(Records drawn from a dataset)
--
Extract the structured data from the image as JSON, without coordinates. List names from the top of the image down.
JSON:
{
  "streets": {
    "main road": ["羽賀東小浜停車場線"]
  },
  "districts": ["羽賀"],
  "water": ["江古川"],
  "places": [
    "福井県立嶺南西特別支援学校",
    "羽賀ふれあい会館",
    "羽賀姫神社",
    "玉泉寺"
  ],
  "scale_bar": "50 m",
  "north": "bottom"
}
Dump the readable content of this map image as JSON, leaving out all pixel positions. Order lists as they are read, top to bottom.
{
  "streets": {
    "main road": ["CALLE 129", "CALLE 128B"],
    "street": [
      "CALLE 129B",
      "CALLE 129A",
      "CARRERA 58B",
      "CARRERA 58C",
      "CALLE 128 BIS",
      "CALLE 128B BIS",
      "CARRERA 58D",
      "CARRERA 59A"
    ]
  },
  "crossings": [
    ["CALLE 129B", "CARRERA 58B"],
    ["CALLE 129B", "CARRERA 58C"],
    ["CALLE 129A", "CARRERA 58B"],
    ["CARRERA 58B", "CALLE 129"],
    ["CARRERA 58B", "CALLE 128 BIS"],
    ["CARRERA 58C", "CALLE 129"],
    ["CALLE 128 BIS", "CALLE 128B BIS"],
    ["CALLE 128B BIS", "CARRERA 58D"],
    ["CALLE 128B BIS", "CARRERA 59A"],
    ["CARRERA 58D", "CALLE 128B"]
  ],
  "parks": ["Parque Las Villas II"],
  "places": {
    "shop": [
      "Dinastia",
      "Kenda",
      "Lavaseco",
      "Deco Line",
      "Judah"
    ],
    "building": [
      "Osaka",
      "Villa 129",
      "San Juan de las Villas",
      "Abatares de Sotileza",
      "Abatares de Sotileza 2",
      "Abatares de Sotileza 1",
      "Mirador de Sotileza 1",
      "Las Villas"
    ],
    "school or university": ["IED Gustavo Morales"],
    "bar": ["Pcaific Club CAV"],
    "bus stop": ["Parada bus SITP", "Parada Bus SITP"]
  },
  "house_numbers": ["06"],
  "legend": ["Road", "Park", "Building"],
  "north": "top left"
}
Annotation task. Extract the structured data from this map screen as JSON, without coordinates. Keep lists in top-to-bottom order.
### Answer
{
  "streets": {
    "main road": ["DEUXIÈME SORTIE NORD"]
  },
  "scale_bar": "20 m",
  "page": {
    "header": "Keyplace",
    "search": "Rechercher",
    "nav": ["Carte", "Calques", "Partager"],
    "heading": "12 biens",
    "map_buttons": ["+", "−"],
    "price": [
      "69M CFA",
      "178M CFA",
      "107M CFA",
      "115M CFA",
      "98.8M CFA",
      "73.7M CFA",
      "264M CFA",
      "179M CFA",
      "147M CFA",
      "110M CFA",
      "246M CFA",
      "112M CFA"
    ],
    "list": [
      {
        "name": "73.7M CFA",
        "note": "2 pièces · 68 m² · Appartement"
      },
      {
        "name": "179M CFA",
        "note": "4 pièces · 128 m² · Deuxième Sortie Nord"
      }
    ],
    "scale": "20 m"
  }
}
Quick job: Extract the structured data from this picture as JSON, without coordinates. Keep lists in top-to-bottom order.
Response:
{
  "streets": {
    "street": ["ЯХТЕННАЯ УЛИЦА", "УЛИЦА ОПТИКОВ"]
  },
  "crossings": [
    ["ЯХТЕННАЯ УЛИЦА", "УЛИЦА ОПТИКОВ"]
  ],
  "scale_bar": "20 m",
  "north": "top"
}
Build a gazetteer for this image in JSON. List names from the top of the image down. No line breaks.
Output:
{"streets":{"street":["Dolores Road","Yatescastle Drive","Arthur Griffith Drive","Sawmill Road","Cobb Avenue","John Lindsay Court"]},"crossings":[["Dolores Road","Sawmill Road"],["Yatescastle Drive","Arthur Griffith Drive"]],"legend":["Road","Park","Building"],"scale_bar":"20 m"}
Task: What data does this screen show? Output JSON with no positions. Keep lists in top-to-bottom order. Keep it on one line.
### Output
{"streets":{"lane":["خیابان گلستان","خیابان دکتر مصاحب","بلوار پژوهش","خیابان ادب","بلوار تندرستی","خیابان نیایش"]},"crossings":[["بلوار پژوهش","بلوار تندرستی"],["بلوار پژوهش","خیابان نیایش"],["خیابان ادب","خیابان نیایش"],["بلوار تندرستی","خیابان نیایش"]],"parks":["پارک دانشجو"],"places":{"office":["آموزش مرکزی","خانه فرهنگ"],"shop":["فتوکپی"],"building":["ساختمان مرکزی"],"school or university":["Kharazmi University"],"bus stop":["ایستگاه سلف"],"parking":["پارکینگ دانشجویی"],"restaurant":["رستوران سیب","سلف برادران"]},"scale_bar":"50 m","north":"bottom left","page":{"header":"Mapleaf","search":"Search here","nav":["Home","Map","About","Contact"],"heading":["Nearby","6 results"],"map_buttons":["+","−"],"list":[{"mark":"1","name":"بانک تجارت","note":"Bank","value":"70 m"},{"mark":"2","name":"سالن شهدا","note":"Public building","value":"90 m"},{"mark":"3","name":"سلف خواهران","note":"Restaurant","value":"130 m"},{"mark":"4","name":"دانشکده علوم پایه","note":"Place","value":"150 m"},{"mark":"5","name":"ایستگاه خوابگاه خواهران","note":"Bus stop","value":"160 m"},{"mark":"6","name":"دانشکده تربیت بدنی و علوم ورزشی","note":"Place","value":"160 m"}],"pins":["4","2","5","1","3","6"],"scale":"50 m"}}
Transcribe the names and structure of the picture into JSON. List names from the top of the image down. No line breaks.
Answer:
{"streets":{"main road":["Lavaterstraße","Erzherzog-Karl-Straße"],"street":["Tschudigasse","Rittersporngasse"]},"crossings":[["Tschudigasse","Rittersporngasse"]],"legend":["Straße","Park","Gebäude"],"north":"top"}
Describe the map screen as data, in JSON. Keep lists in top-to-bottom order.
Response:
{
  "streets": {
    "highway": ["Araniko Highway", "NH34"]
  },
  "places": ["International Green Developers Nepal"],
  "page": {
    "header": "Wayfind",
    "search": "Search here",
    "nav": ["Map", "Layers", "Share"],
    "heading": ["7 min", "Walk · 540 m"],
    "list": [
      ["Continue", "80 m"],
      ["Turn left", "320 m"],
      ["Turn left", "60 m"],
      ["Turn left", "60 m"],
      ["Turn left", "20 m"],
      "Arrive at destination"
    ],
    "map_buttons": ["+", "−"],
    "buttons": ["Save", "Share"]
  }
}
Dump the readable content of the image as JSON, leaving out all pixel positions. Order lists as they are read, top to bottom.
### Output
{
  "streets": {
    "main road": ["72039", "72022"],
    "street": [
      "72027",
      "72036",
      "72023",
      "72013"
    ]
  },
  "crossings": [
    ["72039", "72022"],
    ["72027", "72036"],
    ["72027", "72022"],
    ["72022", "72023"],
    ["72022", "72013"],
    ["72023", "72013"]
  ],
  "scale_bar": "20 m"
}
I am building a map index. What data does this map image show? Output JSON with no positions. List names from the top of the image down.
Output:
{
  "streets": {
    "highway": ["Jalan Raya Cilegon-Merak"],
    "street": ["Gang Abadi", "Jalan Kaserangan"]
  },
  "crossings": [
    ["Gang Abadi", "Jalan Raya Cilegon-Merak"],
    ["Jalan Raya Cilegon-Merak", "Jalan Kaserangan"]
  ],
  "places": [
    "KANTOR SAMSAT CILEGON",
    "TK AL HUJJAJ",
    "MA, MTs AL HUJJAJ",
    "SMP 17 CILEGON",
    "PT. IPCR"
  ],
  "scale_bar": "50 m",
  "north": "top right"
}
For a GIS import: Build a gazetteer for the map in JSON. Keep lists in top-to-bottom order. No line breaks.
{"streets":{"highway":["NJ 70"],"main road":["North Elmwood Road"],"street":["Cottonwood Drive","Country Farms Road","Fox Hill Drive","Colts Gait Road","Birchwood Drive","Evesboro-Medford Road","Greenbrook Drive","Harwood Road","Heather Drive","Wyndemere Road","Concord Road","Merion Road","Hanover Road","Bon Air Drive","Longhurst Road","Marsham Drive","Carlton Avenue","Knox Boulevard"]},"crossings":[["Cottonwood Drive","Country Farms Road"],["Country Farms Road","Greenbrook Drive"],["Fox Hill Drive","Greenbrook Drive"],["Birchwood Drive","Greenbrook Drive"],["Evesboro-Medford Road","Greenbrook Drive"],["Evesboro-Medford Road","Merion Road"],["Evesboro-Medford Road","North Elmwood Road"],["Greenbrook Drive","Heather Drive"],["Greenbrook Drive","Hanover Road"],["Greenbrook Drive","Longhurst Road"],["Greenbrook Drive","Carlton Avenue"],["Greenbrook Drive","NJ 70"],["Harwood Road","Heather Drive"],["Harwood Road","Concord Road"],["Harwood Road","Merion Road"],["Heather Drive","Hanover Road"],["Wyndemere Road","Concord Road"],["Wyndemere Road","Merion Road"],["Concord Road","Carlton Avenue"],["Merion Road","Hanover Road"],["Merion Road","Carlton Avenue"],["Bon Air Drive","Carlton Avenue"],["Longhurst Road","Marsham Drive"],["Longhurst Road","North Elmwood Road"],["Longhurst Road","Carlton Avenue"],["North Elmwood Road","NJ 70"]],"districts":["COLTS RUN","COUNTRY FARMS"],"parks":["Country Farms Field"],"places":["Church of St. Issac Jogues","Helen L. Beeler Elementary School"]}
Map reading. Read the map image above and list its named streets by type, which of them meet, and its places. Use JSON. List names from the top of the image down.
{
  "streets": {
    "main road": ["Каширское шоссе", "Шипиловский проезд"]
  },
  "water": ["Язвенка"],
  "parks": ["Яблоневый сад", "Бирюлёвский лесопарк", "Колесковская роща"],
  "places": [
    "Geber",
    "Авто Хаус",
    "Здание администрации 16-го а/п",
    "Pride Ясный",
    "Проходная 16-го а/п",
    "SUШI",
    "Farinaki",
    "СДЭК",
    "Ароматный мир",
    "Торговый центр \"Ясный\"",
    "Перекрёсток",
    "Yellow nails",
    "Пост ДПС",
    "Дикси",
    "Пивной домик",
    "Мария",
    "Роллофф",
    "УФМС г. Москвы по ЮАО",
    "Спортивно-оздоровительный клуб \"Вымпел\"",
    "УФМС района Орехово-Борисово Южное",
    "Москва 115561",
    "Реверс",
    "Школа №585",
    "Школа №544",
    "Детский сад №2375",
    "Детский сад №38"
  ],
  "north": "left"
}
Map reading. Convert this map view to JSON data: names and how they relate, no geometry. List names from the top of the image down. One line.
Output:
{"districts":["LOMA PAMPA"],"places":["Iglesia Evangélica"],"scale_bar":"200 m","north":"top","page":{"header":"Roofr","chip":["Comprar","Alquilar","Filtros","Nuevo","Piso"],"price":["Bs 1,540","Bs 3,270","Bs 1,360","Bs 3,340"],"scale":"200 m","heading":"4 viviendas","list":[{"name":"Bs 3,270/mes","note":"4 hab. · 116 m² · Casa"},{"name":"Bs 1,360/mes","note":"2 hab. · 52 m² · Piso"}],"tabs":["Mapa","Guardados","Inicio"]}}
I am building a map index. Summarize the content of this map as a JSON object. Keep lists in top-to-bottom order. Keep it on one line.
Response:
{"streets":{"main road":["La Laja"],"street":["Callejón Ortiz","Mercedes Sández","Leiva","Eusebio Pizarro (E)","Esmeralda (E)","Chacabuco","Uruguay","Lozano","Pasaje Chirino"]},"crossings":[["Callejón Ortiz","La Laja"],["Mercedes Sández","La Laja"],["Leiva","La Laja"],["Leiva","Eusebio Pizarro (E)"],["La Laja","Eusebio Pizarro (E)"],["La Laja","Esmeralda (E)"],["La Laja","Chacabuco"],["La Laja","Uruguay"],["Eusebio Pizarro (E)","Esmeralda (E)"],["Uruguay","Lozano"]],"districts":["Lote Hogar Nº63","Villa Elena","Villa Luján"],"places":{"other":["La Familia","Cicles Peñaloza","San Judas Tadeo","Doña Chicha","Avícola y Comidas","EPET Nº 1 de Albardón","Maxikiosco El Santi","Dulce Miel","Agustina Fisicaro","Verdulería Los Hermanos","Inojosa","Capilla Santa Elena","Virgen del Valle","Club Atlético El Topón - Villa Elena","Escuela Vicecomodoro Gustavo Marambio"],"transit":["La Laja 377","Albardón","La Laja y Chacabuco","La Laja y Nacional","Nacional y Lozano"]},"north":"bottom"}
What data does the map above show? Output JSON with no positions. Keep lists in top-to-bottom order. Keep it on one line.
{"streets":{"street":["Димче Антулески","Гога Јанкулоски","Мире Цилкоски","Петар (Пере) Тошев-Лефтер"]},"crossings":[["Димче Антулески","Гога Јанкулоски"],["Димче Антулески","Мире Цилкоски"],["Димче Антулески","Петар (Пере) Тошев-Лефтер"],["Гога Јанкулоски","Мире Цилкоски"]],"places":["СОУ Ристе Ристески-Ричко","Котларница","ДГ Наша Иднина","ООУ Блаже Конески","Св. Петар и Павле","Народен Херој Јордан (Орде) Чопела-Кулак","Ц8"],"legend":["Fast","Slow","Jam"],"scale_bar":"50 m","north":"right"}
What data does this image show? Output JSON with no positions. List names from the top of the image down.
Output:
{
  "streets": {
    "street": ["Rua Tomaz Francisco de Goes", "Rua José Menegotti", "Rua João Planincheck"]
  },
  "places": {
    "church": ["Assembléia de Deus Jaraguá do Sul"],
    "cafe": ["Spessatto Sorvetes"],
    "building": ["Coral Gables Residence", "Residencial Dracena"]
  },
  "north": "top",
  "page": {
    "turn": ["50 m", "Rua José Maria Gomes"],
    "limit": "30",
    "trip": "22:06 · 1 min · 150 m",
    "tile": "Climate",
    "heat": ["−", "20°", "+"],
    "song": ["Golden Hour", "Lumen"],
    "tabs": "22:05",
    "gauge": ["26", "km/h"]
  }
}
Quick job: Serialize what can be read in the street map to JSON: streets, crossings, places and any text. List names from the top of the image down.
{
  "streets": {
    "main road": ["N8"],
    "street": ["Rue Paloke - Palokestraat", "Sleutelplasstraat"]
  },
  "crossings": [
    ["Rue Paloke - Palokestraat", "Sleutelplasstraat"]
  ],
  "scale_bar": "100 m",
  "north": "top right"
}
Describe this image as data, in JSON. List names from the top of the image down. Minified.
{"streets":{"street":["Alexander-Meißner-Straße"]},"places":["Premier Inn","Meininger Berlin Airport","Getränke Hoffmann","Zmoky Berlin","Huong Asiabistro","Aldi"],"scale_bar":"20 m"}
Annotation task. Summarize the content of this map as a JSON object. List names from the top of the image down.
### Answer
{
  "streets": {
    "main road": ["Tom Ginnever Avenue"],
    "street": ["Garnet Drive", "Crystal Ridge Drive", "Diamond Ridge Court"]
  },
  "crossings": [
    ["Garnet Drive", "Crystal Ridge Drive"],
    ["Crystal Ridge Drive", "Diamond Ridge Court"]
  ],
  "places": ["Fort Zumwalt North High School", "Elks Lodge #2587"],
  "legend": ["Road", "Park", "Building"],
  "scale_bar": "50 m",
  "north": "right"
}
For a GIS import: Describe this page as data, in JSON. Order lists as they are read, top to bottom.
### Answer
--
**DIRECTIONS**
Scan the records above for the string "picture", and copy every line where it turns up.

**TASK ANSWER**
Quick job: Extract the structured data from this picture as JSON, without coordinates. Keep lists in top-to-bottom order.
Transcribe the names and structure of the picture into JSON. List names from the top of the image down. No line breaks.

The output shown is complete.